Mobile Network Operators Body Considers Excluding Huawei from Global Markets

February 3, 2019 Updated: February 3, 2019

PARIS/FRANKFURT—The global trade organization for mobile communications operators, GSMA, has proposed that its members discuss the possibility that Chinese network vendor Huawei will be excluded from key markets.

The European Commission is weighing a de facto ban on Huawei’s 5G network equipment for next-generation mobile networks in the European Union because of security concerns, sources in Brussels have told Reuters.

GSMA Director General Mats Granryd has written to members proposing to put the debate around Huawei onto the agenda of its next board meeting, a spokesman for the federation told Reuters on Feb. 2.
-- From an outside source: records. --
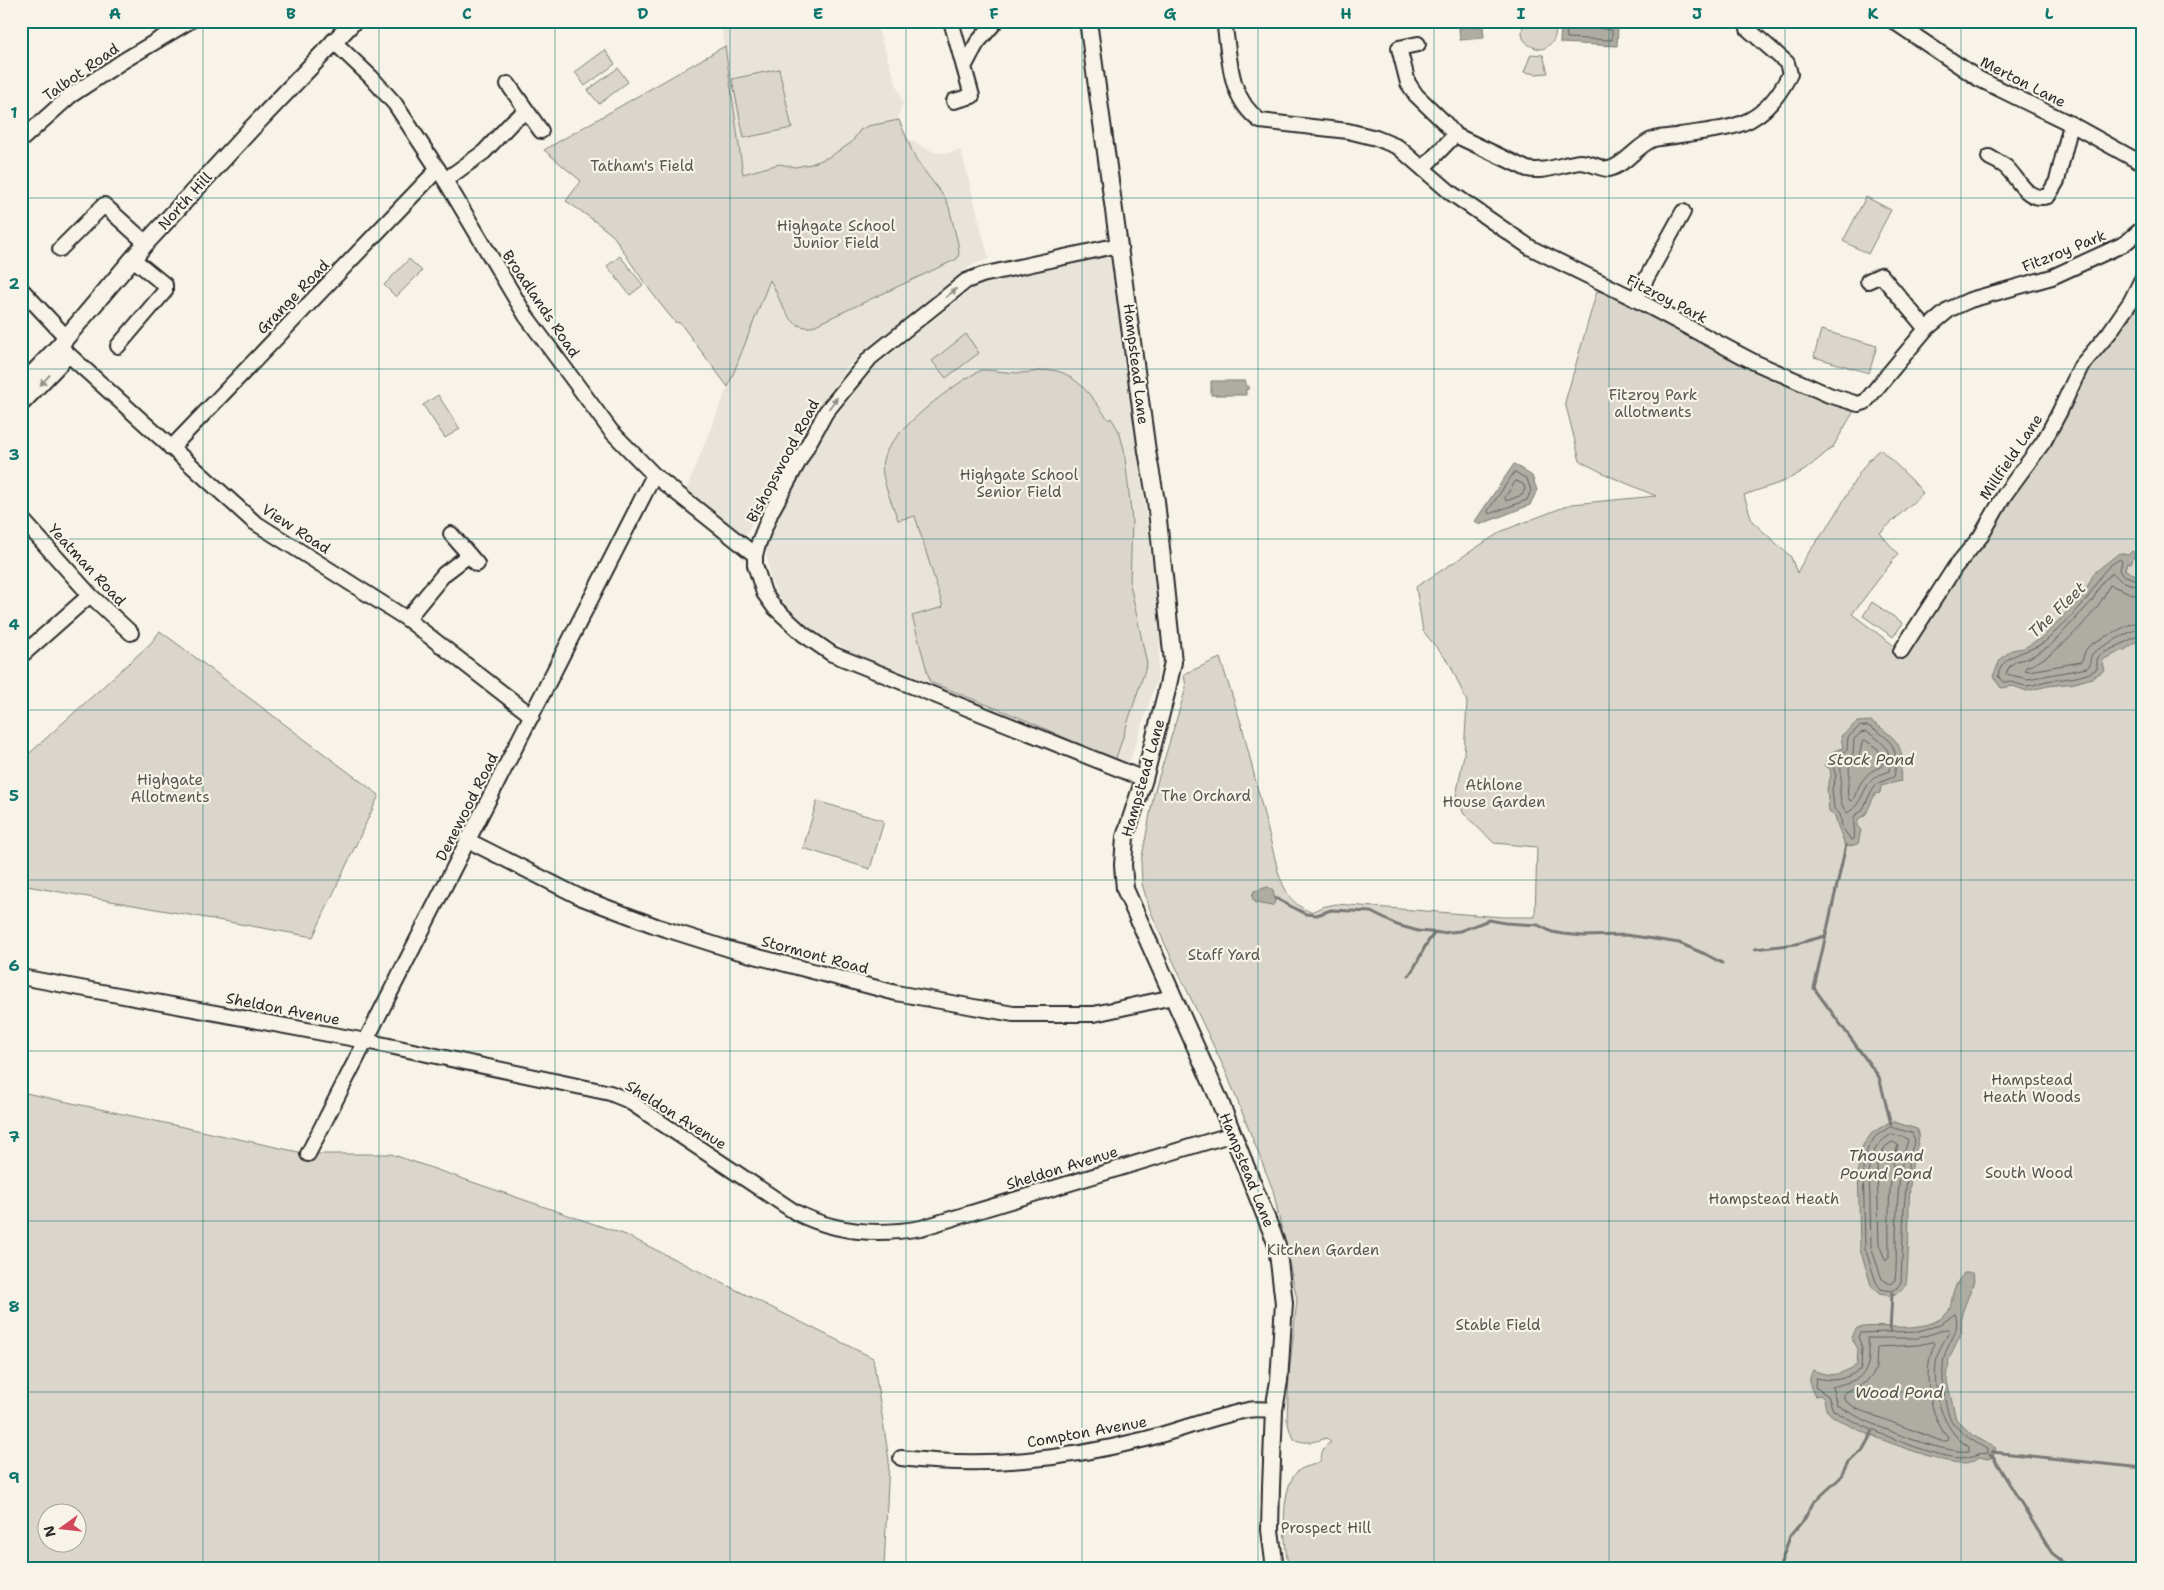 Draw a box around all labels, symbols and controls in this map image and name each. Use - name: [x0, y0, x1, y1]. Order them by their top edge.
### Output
- text: A: [109, 3, 121, 24]
- text: B: [286, 3, 296, 24]
- text: C: [462, 3, 472, 24]
- text: D: [637, 3, 649, 24]
- text: E: [813, 3, 823, 24]
- text: F: [989, 3, 999, 24]
- text: G: [1164, 3, 1177, 24]
- text: H: [1340, 3, 1352, 24]
- text: I: [1517, 3, 1526, 24]
- text: J: [1692, 3, 1702, 24]
- text: K: [1868, 3, 1879, 24]
- text: L: [2045, 3, 2054, 24]
- street label: Talbot Road: [39, 38, 123, 106]
- street label: Merton Lane: [1977, 52, 2069, 112]
- text: 1: [10, 102, 18, 123]
- park label: Tatham's Field: [590, 156, 694, 176]
- street label: North Hill: [154, 167, 217, 234]
- park label: Highgate School Junior Field: [777, 216, 896, 253]
- street label: Fitzroy Park: [2019, 225, 2109, 277]
- street label: Broadlands Road: [498, 246, 585, 362]
- street label: Grange Road: [252, 255, 334, 339]
- street label: Fitzroy Park: [1623, 270, 1711, 328]
- text: 2: [8, 273, 20, 294]
- one-way arrow: [945, 288, 958, 299]
- street label: Hampstead Lane: [1119, 302, 1153, 426]
- one-way arrow: [39, 374, 51, 386]
- park label: Fitzroy Park allotments: [1609, 385, 1697, 422]
- street label: Bishopswood Road: [742, 395, 824, 526]
- one-way arrow: [827, 397, 838, 410]
- street label: Millfield Lane: [1975, 410, 2047, 504]
- text: 3: [8, 444, 20, 465]
- park label: Highgate School Senior Field: [960, 465, 1079, 502]
- street label: View Road: [258, 499, 335, 559]
- street label: Yeatman Road: [44, 520, 131, 611]
- water label: The Fleet: [2024, 577, 2090, 643]
- text: 4: [8, 614, 20, 635]
- street label: Hampstead Lane: [1117, 717, 1169, 839]
- street label: Denewood Road: [431, 749, 503, 864]
- water label: Stock Pond: [1828, 749, 1915, 770]
- park label: Highgate Allotments: [130, 770, 210, 807]
- park label: Athlone House Garden: [1442, 775, 1546, 812]
- text: 5: [9, 785, 19, 806]
- park label: The Orchard: [1161, 786, 1251, 806]
- street label: Stormont Road: [759, 931, 871, 979]
- park label: Staff Yard: [1188, 945, 1261, 965]
- text: 6: [8, 955, 20, 976]
- street label: Sheldon Avenue: [224, 988, 342, 1030]
- park label: Hampstead Heath Woods: [1983, 1070, 2081, 1107]
- street label: Sheldon Avenue: [622, 1076, 730, 1154]
- street label: Hampstead Lane: [1215, 1110, 1279, 1230]
- text: 7: [8, 1126, 20, 1147]
- street label: Sheldon Avenue: [1004, 1142, 1120, 1194]
- water label: Thousand Pound Pond: [1840, 1145, 1933, 1184]
- park label: South Wood: [1985, 1163, 2074, 1183]
- park label: Hampstead Heath: [1709, 1189, 1839, 1209]
- park label: Kitchen Garden: [1267, 1240, 1379, 1260]
- text: 8: [8, 1296, 20, 1317]
- park label: Stable Field: [1456, 1315, 1541, 1335]
- water label: Wood Pond: [1855, 1382, 1944, 1403]
- street label: Compton Avenue: [1025, 1412, 1149, 1452]
- text: 9: [8, 1467, 20, 1488]
- north arrow: [38, 1502, 88, 1552]
- park label: Prospect Hill: [1281, 1518, 1372, 1538]
- text: N: [39, 1524, 60, 1539]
The meeting will be held in late February on the sidelines of the Mobile World Congress, the industry’s biggest annual gathering, in Barcelona.
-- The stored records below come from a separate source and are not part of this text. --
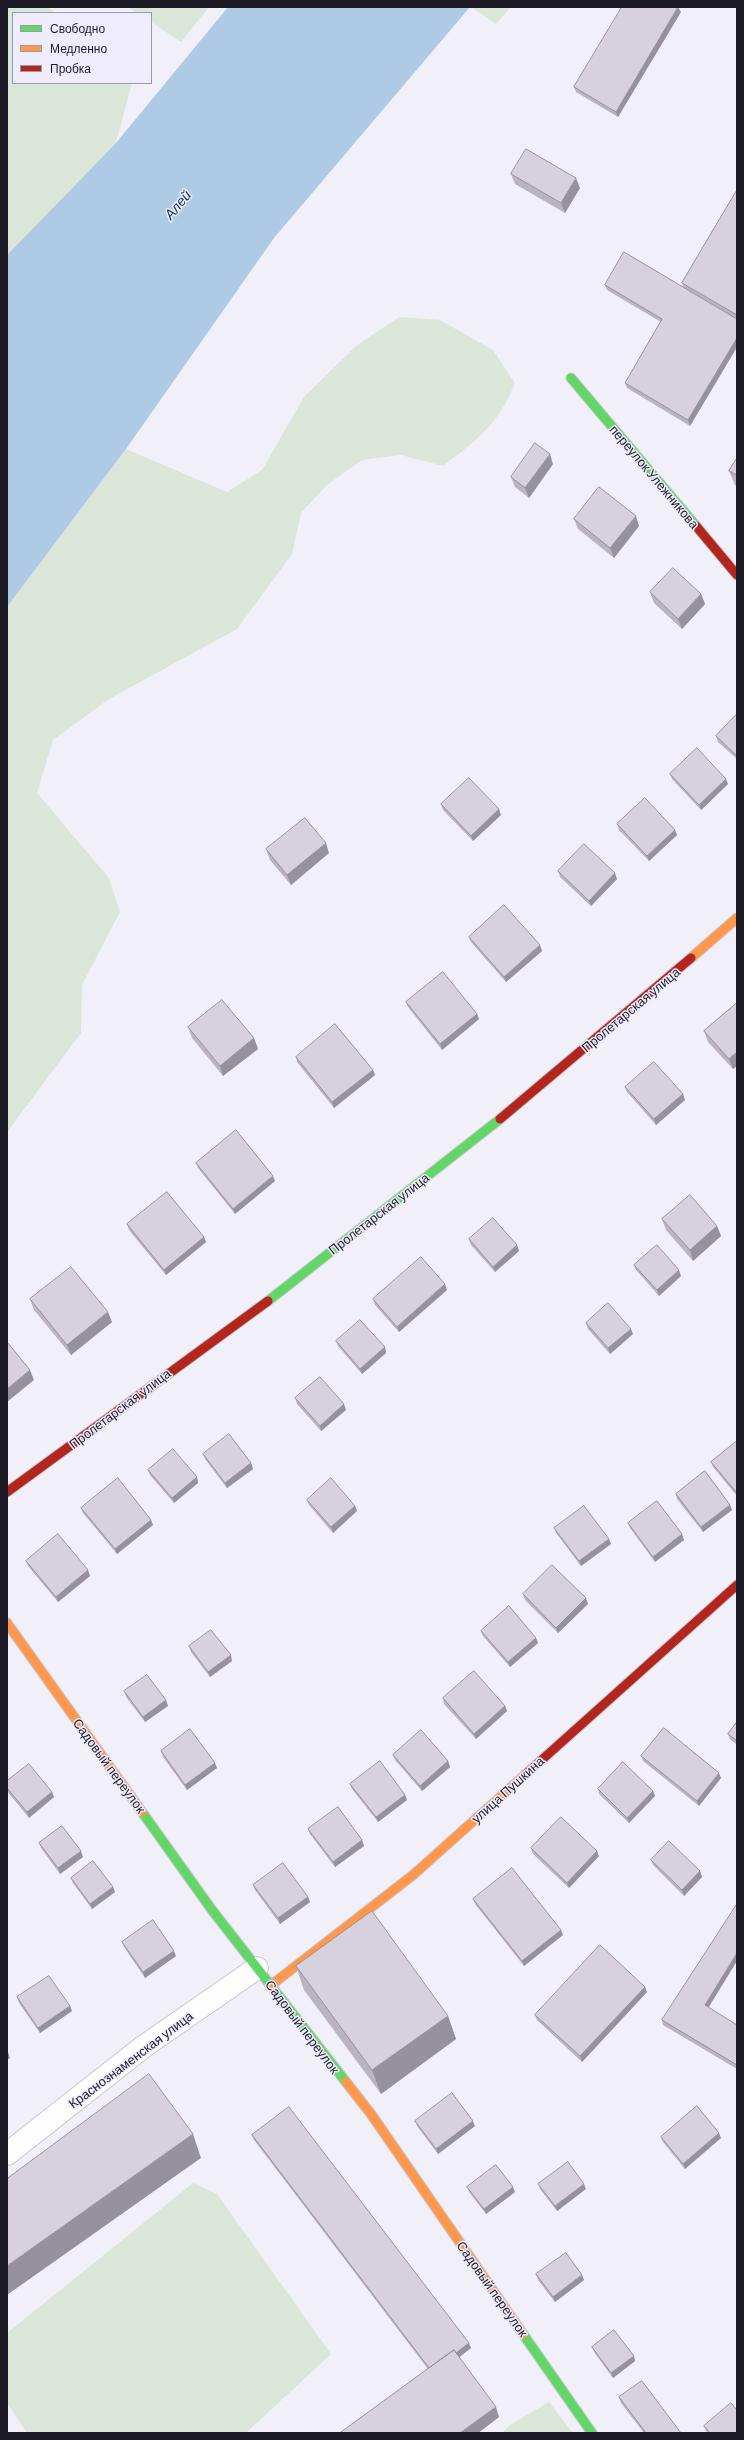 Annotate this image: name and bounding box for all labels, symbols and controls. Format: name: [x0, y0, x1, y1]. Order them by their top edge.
legend: [12, 12, 152, 84]
text: Свободно: [50, 21, 105, 35]
text: Медленно: [50, 41, 107, 55]
text: Пробка: [50, 61, 91, 75]
water label: Алей: [161, 187, 195, 223]
street label: переулок Улежникова: [606, 422, 702, 532]
street label: Пролетарская улица: [579, 964, 683, 1056]
street label: Пролетарская улица: [326, 1170, 432, 1258]
street label: Пролетарская улица: [66, 1366, 174, 1452]
street label: Садовый переулок: [69, 1716, 149, 1816]
street label: улица Пушкина: [469, 1753, 547, 1827]
street label: Садовый переулок: [262, 1977, 342, 2077]
street label: Краснознаменская улица: [66, 2008, 196, 2112]
street label: Садовый переулок: [453, 2238, 531, 2340]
“It is to be confirmed for now,” he said.

Some Western countries, including the United States and Australia, have restricted Huawei from building next-generation mobile networks, citing concerns that its equipment may contain backdoors opening it up to cyber-espionage.

Western governments are also concerned that China‘s National Intelligence Law requires its companies and people to collaborate in espionage efforts. Approved in June 2017, the regulation stipulates that all Chinese citizens and entities have the responsibility to supply intelligence information if requested by authorities.

Huawei, the global market leader with annual sales of more than $100 billion, denies the existence of any backdoors. The company and its founder, Ren Zhengfei, have repeatedly denied they spy for China.

Many operators rely on Huawei to build out 5G networks, and a de-facto ban would be a considerable setback for Europe’s efforts to stay competitive in communications, with implications for connected factories, self-driving cars, and medical technology.

Deutsche Telekom, Europe’s largest telecoms company, has said that if it had to rip out Huawei equipment from its existing networks, this could delay its plans to roll out new services by two to three years.

Elsewhere across Europe, telecom operators are already shutting out Huawei.

Germany is considering stricter security requirements in an effort to exclude Huawei from building the country’s next-generation 5G networks, while French telecommunications company Orange announced it wouldn’t hire Huawei system for 5G in France. The UK’s BT Group also banned Huawei from 5G and said it would remove the company’s equipment from its existing 3G and 4G operations.

Meanwhile, Czech intelligence agencies warned of the security threats from Huawei. In mid-December, Czech Prime Minister Andrej Babiš ordered the Czech Government Office to stop using Huawei mobile phones.

Poland is also set to exclude Huawei from its future 5G network in favor of European players, after a Huawei employee was arrested and charged with espionage.